COMPOSITION DU TRIBUNAL LORS DES DEBATS ET LORS DU DELIBERE : Président : Madame P. GIFFARD Assesseur : Mme M. BOUHNIK, Assesseur employeur/travailleur indépendant Assesseur : Madame C. ALLOCHON, Assesseur salarié

DÉBATS : L’affaire ayant été appelée à l’audience publique du 18 novembre 2024, assisté de A. BALLON, faisant fonction de greffier, puis mise en délibéré pour être rendue ce jour, par mise à disposition au greffe de la juridiction ;

Le Tribunal a rendu le jugement suivant : RAPPEL DES FAITS ET DE LA PROCÉDURE : Monsieur [Y] [U], salarié (maçon) de la Société [9] est décédé le 24 octobre 2021 d’un mésothéliome.

Sa veuve, Madame [M] [U], a complété une déclaration de maladie professionnelle le 8 février 2022.

Le certificat médical initial établi le 23 décembre 2021 mentionnait: “mésothéliome – déclaration post mortem ».

Le 7 octobre 2022, la [8] a reconnu le caractère professionnel de la maladie « cancer broncho-pulmonaire » inscrite dans le tableau 30 bis : cancer broncho-pulmonaire provoqué par l’inhalation de poussières d’amiante.

Par courrier du 21 juillet 2023, la [8] a notifié à la Société [9] qu’il avait été attribué à Monsieur [U] un taux d’incapacité de 90 % à compter du 20 août 2021.

Par courrier du 22 septembre 2023, la Société [9] a contesté cette décision devant la commission médicale de recours amiable de [Localité 4], laquelle a rejeté son recours par décision du 5 décembre 2023.

Par courrier recommandé en date du 7 février 2024, la Société [9] a saisi le Pôle Social du Tribunal Judiciaire de Tours aux fins de voir constater que le taux d’incapacité a été surévalué au regard du barème, de le ramener à hauteur des éléments prévus au barème ou à titre subsidiaire de le déclarer inopposable à l’employeur.
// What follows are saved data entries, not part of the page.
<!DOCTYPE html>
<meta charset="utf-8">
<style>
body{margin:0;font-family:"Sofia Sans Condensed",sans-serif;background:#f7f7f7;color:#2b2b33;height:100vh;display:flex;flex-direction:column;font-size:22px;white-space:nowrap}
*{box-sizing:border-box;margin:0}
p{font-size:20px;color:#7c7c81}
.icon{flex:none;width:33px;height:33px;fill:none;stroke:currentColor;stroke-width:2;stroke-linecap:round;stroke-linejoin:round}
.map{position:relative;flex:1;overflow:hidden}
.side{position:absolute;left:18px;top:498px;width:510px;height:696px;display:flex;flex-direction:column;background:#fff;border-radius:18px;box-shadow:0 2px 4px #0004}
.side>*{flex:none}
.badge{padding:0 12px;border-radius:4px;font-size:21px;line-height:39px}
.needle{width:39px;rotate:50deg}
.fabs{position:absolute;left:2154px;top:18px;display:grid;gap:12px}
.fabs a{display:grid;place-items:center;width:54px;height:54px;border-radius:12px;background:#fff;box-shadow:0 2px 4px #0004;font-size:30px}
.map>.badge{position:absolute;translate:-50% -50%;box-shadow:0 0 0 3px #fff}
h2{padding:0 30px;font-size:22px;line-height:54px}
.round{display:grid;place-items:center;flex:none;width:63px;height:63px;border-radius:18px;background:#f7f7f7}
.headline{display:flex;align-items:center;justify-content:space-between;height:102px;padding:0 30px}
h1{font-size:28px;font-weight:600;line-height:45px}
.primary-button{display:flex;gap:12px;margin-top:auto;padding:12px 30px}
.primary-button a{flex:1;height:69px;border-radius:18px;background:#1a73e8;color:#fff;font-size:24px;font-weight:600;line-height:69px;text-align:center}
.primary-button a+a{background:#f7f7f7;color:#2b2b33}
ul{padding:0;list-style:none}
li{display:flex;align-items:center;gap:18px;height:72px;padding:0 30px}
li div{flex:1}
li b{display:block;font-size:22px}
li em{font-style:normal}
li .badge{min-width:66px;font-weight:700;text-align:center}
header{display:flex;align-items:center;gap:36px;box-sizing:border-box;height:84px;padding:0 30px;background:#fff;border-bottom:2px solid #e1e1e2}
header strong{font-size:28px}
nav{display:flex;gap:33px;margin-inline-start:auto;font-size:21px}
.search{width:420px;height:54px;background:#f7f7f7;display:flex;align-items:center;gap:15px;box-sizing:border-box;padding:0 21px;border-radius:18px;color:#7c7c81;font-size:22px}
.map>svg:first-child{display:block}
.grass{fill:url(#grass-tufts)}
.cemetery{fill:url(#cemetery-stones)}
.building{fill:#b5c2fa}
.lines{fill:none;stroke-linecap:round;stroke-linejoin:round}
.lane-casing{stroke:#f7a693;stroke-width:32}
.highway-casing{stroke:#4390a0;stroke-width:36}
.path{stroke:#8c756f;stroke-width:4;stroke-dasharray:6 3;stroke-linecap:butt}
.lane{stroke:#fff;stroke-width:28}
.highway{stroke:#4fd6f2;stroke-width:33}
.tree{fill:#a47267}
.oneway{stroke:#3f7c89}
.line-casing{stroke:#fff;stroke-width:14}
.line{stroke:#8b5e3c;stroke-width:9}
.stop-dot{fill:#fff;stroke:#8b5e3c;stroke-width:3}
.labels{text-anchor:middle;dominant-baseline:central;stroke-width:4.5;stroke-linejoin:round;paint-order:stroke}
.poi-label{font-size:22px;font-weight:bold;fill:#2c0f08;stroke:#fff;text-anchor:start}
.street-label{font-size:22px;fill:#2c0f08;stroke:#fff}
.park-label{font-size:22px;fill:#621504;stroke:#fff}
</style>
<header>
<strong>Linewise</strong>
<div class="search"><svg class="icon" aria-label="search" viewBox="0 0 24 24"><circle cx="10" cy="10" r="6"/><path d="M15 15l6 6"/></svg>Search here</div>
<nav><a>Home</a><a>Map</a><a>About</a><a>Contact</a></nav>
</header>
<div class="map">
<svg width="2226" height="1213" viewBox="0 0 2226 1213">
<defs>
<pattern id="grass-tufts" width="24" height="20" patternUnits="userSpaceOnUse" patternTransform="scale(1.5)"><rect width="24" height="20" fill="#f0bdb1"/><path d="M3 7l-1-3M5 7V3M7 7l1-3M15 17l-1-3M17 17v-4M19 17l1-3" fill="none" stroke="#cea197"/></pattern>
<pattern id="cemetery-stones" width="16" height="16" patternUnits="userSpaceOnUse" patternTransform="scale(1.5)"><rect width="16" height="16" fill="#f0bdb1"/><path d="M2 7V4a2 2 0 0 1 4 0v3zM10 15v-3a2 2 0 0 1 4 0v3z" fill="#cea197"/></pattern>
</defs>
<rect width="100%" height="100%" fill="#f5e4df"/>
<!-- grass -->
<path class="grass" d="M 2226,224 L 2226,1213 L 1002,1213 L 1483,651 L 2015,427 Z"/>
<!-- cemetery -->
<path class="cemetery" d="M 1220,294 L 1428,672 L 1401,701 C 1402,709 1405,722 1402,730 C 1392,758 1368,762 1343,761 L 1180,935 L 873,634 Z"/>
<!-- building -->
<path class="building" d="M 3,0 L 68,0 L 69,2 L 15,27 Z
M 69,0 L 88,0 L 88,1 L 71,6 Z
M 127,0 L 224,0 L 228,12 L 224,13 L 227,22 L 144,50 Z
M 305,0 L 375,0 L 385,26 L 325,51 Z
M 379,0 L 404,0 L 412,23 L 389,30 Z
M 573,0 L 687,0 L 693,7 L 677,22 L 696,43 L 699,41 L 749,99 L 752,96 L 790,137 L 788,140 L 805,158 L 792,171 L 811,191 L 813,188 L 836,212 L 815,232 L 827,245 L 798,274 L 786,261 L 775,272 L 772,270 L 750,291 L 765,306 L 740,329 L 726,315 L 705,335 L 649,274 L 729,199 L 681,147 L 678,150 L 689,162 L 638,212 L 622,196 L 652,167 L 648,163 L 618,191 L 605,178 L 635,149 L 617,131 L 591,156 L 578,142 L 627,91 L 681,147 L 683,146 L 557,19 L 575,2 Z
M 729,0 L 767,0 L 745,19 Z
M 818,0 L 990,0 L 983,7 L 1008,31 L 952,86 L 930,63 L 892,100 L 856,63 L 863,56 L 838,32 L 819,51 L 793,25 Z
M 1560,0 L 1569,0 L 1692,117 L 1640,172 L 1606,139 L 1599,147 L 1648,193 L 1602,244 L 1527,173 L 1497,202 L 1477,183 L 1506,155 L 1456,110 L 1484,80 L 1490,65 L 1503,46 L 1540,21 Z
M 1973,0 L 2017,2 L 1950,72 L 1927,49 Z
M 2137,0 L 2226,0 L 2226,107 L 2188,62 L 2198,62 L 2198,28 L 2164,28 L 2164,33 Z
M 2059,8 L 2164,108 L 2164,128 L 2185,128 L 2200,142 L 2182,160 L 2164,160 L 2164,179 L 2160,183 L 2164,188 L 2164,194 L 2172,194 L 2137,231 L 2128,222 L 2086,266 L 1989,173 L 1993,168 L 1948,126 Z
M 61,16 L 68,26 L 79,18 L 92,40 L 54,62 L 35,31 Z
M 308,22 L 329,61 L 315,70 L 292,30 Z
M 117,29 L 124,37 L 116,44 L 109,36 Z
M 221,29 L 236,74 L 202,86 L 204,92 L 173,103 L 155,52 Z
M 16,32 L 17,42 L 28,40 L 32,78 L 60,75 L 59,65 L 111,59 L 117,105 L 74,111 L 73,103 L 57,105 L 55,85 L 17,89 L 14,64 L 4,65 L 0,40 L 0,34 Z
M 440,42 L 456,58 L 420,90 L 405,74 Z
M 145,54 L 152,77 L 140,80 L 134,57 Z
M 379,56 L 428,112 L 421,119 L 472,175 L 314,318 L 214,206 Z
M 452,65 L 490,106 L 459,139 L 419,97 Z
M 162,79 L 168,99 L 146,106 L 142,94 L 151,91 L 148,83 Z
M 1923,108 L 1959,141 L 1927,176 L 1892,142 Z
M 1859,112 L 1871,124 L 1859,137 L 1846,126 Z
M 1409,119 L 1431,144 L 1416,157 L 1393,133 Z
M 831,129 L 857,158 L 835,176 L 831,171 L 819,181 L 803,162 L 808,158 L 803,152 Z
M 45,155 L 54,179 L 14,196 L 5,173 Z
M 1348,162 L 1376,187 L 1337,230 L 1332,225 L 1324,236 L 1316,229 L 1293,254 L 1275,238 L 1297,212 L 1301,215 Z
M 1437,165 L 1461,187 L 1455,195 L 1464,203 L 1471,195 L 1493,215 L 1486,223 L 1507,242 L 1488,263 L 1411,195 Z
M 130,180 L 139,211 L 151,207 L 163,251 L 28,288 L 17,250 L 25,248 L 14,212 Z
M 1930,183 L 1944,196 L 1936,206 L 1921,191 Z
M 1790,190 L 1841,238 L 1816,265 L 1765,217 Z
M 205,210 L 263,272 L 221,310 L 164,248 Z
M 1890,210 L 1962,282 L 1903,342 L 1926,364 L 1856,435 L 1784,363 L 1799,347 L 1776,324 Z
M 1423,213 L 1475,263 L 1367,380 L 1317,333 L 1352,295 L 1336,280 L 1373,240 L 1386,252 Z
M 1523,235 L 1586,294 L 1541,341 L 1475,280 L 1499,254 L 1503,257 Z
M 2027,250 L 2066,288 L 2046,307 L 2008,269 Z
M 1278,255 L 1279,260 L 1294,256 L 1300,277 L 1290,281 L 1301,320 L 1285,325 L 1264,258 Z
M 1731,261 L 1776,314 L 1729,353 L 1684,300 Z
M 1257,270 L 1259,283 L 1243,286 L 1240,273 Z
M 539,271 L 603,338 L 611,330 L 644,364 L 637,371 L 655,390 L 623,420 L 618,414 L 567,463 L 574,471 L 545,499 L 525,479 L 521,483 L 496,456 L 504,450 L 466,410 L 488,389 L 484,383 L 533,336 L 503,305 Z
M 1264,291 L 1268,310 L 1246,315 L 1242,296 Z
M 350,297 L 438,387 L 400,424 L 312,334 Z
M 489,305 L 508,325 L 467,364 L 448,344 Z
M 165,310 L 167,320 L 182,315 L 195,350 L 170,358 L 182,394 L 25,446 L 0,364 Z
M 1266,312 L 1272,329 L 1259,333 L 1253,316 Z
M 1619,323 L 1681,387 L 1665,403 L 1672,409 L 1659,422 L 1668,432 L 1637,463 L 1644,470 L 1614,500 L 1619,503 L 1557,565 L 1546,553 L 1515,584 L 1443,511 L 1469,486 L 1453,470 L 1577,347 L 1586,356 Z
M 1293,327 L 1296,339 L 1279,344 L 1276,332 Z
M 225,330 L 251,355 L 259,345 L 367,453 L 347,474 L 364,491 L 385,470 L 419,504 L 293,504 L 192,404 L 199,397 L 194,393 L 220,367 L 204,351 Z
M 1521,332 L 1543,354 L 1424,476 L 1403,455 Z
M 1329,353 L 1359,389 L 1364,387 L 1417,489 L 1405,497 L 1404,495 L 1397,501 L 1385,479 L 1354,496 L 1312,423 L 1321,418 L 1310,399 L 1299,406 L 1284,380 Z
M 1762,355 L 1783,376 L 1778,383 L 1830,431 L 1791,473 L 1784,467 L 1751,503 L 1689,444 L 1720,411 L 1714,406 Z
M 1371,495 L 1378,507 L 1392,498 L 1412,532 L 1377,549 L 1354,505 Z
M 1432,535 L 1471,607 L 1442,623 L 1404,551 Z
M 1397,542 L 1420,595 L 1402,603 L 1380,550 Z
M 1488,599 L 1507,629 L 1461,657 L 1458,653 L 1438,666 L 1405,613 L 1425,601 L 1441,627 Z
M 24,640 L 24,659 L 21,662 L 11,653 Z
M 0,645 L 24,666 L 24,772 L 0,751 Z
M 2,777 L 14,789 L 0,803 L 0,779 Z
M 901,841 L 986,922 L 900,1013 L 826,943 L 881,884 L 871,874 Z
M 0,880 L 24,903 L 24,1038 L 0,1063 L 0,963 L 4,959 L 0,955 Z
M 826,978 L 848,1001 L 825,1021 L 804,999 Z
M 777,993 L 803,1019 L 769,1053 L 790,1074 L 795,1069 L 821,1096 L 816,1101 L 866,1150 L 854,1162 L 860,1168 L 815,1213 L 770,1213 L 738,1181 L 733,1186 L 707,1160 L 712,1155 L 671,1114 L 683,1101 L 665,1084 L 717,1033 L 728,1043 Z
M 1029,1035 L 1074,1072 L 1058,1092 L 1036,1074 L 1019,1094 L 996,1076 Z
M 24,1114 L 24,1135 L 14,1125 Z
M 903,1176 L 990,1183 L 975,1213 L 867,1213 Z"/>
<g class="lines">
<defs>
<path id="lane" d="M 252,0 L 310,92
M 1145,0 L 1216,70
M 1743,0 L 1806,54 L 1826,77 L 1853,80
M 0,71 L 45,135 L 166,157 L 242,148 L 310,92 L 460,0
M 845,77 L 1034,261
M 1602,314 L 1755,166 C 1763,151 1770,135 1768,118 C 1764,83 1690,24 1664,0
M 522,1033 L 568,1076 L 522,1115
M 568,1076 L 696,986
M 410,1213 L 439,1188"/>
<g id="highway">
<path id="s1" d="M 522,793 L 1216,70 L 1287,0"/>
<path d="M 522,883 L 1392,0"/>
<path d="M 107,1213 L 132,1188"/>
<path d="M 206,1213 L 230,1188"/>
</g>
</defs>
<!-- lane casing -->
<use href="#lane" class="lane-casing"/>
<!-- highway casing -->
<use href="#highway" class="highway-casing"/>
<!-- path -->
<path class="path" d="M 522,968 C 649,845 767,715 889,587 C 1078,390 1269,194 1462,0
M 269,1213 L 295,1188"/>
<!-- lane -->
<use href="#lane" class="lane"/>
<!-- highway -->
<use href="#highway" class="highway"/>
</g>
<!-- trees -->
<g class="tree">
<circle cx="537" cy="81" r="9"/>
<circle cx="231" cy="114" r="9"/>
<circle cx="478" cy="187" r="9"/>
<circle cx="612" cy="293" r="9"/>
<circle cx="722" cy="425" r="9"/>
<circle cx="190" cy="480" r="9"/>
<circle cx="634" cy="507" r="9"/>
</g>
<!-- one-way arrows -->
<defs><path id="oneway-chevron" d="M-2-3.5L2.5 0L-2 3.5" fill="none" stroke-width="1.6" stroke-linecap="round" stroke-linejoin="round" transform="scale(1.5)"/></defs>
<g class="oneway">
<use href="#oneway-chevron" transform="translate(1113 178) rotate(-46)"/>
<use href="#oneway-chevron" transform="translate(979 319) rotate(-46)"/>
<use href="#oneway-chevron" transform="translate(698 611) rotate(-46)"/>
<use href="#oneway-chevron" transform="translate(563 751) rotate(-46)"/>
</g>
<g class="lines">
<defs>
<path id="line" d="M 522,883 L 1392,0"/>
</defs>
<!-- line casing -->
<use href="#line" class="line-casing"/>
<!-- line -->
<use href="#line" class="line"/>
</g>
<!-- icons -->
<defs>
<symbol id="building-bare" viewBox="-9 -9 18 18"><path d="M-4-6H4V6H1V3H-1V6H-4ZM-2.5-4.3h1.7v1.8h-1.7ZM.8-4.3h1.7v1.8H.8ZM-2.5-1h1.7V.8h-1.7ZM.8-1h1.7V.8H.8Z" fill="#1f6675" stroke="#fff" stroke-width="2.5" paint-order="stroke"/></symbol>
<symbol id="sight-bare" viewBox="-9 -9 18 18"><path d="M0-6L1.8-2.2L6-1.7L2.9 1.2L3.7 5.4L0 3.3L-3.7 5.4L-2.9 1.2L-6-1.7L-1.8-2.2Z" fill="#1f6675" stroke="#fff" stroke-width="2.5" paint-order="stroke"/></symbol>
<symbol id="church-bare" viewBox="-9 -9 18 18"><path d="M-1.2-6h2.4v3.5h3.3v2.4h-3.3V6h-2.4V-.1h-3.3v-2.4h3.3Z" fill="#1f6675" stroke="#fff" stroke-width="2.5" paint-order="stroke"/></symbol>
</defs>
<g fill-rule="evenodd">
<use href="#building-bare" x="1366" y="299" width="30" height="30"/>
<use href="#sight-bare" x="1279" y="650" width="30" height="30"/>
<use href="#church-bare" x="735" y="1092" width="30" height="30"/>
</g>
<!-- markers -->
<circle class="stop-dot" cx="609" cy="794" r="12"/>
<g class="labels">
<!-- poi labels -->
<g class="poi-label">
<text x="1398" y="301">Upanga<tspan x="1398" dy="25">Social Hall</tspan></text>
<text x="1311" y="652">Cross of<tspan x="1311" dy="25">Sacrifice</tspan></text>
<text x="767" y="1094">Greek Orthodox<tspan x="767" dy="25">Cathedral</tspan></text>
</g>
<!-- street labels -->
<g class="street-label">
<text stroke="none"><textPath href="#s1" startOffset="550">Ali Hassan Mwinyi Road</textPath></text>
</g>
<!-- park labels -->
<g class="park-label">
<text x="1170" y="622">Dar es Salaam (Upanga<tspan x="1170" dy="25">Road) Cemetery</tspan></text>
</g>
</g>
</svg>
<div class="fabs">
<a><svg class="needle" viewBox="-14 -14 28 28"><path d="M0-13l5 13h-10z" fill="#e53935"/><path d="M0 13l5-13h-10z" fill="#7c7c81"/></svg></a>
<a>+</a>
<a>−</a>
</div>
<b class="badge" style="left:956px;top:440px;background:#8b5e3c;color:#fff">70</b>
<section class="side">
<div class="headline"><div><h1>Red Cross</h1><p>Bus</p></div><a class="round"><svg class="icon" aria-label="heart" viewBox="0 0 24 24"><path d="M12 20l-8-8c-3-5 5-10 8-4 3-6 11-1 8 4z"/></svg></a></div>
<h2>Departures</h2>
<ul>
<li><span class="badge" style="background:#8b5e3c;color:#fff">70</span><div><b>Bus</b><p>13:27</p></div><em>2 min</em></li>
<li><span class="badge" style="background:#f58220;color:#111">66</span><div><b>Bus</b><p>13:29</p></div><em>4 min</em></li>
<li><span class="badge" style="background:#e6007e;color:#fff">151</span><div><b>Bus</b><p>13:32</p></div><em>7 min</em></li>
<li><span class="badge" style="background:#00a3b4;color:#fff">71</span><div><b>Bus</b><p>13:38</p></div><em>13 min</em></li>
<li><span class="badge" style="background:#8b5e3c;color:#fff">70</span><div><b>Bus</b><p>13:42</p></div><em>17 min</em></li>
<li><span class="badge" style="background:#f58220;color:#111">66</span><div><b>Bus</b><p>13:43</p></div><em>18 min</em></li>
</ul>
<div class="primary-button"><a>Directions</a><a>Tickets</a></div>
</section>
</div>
Le dossier a été appelé à l’audience du 10 juin 2024 et renvoyé à l’audience du 18 novembre 2024, où la Société [9] a sollicité sa dispense de comparution.

La Société [9] demande de lui déclarer inopposable le taux d’incapacité octroyé à Monsieur [U] à la suite de la maladie professionnelle du 19 août 2021.

Elle expose que jusqu’à une date récente, la Cour de cassation considérait que « la rente versée à la victime d’un accident du travail ou d’une maladie professionnelle dont le taux est supérieur à 10 % indemnise, d’une part, les pertes de gains professionnels et l’incidence professionnelle de l’incapacité et, d’autre part, le déficit fonctionnel permanent ». Elle indique toutefois que cette solution a été abandonnée dans un revirement de jurisprudence rendu en assemblée plénière le 20 janvier 2023 puisque la Cour de cassation retient désormais que « la rente ne répare pas le déficit fonctionnel permanent ».

Elle ajoute que la deuxième chambre civile de la Cour de cassation a ensuite retenu (arrêt du 26 janvier 2023) que « le capital ou la rente versée à la victime d’un accident du travail ou d’une maladie professionnelle indemnise les pertes de gains professionnels et l’incidence professionnelle de l’incapacité ». La Société [9] en déduit deux conséquences : - n’étant pas réparé par la rente, ni par aucune prestation prévue au Livre V du Code de la sécurité sociale, le déficit fonctionnel permanent subi par la victime d’un accident du travail ou d’une maladie professionnelle, ne peut être indemnisé qu’en cas de faute inexcusable de l’employeur, en application des articles L 452-1 et L 452-3 du Code de sécurité sociale - la victime ne souffrant, du fait de son incapacité résultant du travail ou de la maladie professionnelle, que d’un déficit fonctionnel permanent, à l’exception de tout préjudice professionnel (perte de gains professionnels ou incidence professionnelle), ne peut se voir attribuer la rente prévue par l’article R 434-32 du Code de la sécurité sociale. Selon la Société [9], depuis ce revirement de jurisprudence, les victimes qui sont retraitées à la date de la consolidation, ne peuvent prétendre au versement d’une rente d’incapacité de travail, ce qui est le cas de Monsieur [U]. Si ce dernier a éventuellement subi un déficit fonctionnel permanent, il n’a pas subi de préjudice professionnel (perte de gains, incidence professionnelle) et donc c’est à tort qu’une rente d’incapacité lui a été octroyée par la [5]. Elle s’estime dès lors bien fondée à solliciter l’inopposabilité à son égard de la décision attributive de rente ou à demander au tribunal de ramener à 0 % ce taux d’incapacité, dans les relations opposant l’employeur et la [5].